About Fish
Surrounded by the sea on three sides, the Iberian peninsula has always had an active fishing industry: from the sheltered Mediterranean waters of Catalonia to the deep seas off the coast of Andalucía, from the wilder open seas of the northern Atlantic, to the rich coastal waters of Galicia to the west of Spain, for millennia fishermen have gone out in boats seeking a catch. The coasts too provided their harvest, goose necked barnacles (percebes), spider crabs (txangurro), razor clams (navajas) oysters and mussels, all of them consumed in great quantities.
Before the development of refrigeration there were a variety of ways of preserving fish, drying, salting, pickling, smoking, canning or bottling or combinations of these methods.

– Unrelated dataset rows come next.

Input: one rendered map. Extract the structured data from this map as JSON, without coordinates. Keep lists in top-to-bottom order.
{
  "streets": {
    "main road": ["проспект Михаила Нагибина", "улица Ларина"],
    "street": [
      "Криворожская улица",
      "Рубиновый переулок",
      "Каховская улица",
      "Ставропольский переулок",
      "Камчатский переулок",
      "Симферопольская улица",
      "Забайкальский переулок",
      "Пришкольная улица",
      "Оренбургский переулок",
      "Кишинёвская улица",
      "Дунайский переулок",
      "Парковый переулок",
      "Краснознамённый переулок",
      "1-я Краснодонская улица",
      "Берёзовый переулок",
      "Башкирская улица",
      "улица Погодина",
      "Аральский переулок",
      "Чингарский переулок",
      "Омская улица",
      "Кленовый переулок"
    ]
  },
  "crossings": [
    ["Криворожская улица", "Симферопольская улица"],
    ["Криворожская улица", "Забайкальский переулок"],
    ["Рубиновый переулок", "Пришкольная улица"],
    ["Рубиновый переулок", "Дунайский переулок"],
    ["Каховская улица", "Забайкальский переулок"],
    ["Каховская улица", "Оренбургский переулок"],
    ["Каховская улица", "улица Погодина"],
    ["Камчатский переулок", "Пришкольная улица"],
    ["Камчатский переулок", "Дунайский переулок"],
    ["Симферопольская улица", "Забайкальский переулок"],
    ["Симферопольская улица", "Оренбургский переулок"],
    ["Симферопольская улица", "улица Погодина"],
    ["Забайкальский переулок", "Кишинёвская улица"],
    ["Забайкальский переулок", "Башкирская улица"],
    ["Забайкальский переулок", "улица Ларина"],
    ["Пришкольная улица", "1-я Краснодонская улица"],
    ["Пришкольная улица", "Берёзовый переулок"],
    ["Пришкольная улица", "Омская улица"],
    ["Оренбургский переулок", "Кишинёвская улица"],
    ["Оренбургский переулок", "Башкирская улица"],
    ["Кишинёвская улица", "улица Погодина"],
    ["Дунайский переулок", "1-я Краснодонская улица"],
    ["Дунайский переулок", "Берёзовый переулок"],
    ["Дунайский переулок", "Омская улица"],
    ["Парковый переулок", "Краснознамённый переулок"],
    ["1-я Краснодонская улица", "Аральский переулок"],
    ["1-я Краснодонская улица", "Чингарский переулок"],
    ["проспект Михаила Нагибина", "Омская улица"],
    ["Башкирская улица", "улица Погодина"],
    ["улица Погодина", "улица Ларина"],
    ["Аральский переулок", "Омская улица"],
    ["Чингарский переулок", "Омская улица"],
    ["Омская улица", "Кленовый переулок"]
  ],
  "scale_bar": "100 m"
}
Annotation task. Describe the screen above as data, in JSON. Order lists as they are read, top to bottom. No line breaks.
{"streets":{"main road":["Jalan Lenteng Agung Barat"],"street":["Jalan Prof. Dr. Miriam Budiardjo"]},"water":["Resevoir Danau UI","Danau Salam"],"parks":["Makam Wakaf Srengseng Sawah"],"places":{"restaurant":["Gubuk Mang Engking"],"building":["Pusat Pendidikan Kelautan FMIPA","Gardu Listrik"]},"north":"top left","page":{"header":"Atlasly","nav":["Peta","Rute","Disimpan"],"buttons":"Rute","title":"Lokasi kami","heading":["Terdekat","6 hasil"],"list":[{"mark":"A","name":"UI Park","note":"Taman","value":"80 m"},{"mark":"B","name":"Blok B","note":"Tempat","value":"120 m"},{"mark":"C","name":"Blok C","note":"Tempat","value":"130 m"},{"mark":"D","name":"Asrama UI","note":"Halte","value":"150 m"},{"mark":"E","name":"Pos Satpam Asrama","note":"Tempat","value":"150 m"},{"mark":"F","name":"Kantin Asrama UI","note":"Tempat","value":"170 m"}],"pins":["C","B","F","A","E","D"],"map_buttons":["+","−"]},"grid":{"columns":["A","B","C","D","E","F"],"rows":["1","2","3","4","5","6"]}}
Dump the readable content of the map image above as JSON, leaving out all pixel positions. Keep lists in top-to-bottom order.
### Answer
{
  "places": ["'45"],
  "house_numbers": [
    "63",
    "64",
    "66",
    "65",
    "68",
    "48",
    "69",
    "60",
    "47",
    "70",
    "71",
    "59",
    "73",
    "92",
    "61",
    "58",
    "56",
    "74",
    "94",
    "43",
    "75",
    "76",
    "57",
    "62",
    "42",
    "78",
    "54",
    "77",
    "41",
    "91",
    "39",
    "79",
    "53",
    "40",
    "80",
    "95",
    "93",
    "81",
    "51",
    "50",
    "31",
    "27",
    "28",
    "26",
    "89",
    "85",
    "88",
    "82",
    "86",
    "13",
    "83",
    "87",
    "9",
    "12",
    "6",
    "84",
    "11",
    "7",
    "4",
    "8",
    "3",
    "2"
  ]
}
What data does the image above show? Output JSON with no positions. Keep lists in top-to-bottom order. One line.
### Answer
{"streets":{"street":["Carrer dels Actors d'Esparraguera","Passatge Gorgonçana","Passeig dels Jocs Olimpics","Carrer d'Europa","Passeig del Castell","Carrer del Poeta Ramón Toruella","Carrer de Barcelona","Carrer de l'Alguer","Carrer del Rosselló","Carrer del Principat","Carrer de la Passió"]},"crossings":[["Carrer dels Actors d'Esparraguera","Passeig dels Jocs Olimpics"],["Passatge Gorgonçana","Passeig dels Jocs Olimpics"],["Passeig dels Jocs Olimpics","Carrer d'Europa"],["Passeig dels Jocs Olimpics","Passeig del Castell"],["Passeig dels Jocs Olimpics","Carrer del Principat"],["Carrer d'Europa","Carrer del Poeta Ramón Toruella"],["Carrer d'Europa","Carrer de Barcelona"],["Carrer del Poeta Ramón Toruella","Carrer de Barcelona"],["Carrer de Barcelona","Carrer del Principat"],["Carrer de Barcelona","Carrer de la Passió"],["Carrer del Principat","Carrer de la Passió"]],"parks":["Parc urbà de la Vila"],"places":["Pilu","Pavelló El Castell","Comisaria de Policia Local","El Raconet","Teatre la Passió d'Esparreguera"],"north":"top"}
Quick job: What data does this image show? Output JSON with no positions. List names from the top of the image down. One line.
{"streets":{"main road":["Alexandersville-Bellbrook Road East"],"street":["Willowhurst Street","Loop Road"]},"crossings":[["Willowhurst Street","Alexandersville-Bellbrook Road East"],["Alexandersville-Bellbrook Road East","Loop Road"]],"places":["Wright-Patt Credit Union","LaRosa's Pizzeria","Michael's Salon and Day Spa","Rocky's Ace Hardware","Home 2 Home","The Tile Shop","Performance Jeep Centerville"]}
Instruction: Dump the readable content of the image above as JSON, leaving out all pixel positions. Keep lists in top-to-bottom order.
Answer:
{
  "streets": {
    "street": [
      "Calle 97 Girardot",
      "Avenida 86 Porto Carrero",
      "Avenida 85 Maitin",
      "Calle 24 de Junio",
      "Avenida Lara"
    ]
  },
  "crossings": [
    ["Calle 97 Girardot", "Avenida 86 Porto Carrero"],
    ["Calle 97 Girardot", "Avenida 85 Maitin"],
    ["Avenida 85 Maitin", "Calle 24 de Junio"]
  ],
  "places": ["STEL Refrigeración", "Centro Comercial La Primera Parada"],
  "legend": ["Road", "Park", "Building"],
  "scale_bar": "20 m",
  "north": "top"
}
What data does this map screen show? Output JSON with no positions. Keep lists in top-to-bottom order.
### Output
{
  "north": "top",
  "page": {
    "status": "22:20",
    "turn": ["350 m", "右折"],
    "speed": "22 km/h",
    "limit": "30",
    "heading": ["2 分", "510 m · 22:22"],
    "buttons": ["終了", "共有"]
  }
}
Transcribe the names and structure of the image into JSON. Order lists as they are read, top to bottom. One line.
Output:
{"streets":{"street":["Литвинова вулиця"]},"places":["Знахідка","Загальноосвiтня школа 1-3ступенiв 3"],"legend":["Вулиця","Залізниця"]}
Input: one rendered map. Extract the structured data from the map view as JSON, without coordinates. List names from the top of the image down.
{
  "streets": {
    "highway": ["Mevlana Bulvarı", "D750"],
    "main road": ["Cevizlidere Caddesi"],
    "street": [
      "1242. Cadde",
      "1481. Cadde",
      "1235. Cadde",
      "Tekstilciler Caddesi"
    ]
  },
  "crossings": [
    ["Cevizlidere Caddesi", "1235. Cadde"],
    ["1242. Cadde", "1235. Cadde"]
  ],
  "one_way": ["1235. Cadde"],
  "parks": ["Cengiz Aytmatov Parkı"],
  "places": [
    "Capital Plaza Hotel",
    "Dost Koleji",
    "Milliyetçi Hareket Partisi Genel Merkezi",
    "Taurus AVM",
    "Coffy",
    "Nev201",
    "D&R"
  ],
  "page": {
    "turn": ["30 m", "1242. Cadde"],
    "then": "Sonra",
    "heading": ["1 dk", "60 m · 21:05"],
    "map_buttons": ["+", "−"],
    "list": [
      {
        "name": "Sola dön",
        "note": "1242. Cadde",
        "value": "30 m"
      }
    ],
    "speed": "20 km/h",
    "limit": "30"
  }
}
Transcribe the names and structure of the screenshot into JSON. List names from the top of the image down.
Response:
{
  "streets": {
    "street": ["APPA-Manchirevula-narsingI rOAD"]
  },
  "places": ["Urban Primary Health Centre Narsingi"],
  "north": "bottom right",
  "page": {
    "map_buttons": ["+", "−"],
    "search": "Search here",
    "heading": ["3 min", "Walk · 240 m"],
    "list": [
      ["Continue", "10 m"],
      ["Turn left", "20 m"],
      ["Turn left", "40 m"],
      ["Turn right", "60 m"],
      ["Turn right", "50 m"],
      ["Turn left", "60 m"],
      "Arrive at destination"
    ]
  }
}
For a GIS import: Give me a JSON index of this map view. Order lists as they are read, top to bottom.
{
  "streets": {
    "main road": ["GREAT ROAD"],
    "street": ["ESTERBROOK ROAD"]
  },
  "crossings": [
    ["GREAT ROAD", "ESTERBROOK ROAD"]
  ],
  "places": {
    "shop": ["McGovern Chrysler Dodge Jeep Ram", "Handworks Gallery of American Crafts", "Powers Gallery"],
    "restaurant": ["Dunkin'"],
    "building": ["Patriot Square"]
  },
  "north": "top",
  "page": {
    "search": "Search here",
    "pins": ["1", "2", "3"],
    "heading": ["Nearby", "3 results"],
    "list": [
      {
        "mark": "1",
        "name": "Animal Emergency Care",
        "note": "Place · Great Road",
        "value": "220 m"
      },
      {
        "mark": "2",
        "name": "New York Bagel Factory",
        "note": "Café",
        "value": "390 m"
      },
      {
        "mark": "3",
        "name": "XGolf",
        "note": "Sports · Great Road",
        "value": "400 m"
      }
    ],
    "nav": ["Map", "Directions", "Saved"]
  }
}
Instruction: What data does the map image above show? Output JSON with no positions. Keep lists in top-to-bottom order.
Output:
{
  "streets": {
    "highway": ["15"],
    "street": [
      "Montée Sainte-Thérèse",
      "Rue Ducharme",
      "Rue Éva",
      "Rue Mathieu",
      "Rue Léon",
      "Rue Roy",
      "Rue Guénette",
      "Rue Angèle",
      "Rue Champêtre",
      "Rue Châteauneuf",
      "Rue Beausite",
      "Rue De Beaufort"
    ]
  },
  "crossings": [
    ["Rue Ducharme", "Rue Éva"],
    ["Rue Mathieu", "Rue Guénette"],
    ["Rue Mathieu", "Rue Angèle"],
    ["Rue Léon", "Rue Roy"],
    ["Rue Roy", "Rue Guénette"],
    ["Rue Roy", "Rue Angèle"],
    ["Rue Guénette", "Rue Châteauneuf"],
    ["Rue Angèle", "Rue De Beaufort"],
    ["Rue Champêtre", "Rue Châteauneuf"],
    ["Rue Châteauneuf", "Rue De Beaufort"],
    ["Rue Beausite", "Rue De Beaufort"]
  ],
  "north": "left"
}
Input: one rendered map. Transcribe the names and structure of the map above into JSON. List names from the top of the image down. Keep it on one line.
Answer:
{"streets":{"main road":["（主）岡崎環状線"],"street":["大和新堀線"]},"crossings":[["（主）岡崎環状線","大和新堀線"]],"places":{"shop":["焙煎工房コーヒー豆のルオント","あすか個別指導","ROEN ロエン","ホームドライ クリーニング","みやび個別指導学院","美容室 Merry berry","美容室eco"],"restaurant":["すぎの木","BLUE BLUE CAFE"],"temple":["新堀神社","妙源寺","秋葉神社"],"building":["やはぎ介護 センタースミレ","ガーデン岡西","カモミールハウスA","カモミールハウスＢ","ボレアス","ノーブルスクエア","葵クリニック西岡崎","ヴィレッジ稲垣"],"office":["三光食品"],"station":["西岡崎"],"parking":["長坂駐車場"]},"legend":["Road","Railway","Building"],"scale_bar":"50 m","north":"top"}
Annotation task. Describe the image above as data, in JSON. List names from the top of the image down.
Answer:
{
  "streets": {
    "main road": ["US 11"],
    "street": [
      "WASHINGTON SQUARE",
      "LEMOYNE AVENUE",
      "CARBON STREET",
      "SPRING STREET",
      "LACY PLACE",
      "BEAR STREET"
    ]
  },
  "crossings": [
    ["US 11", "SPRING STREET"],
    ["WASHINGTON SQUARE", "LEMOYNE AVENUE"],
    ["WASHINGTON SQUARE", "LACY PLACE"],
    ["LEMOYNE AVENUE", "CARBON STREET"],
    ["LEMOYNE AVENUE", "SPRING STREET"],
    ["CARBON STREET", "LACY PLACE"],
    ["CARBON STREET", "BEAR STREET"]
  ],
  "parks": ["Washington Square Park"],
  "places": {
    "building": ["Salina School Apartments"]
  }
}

Many of the products produced at first out of necessity, such as bacalao, are now part of the gastronomic fabric of the culture.
Brindisa imports a good number of fish products from Spain, a country that loves its seafood, and which have been prepared using a variety of the methods mentioned above. There is bacalao, salt cod, which has been consumed in Spain for well over a thousand years and mojama, an air dried loin of tuna simply salted and hung out in the sun. There are boquerones, while anchovies, cooked by the chemical action of the vinegar in which they are placed; anchovies, hot smoked over beech wood and tinned in olive oil; and there are tuna products, prepared and packed by hand still.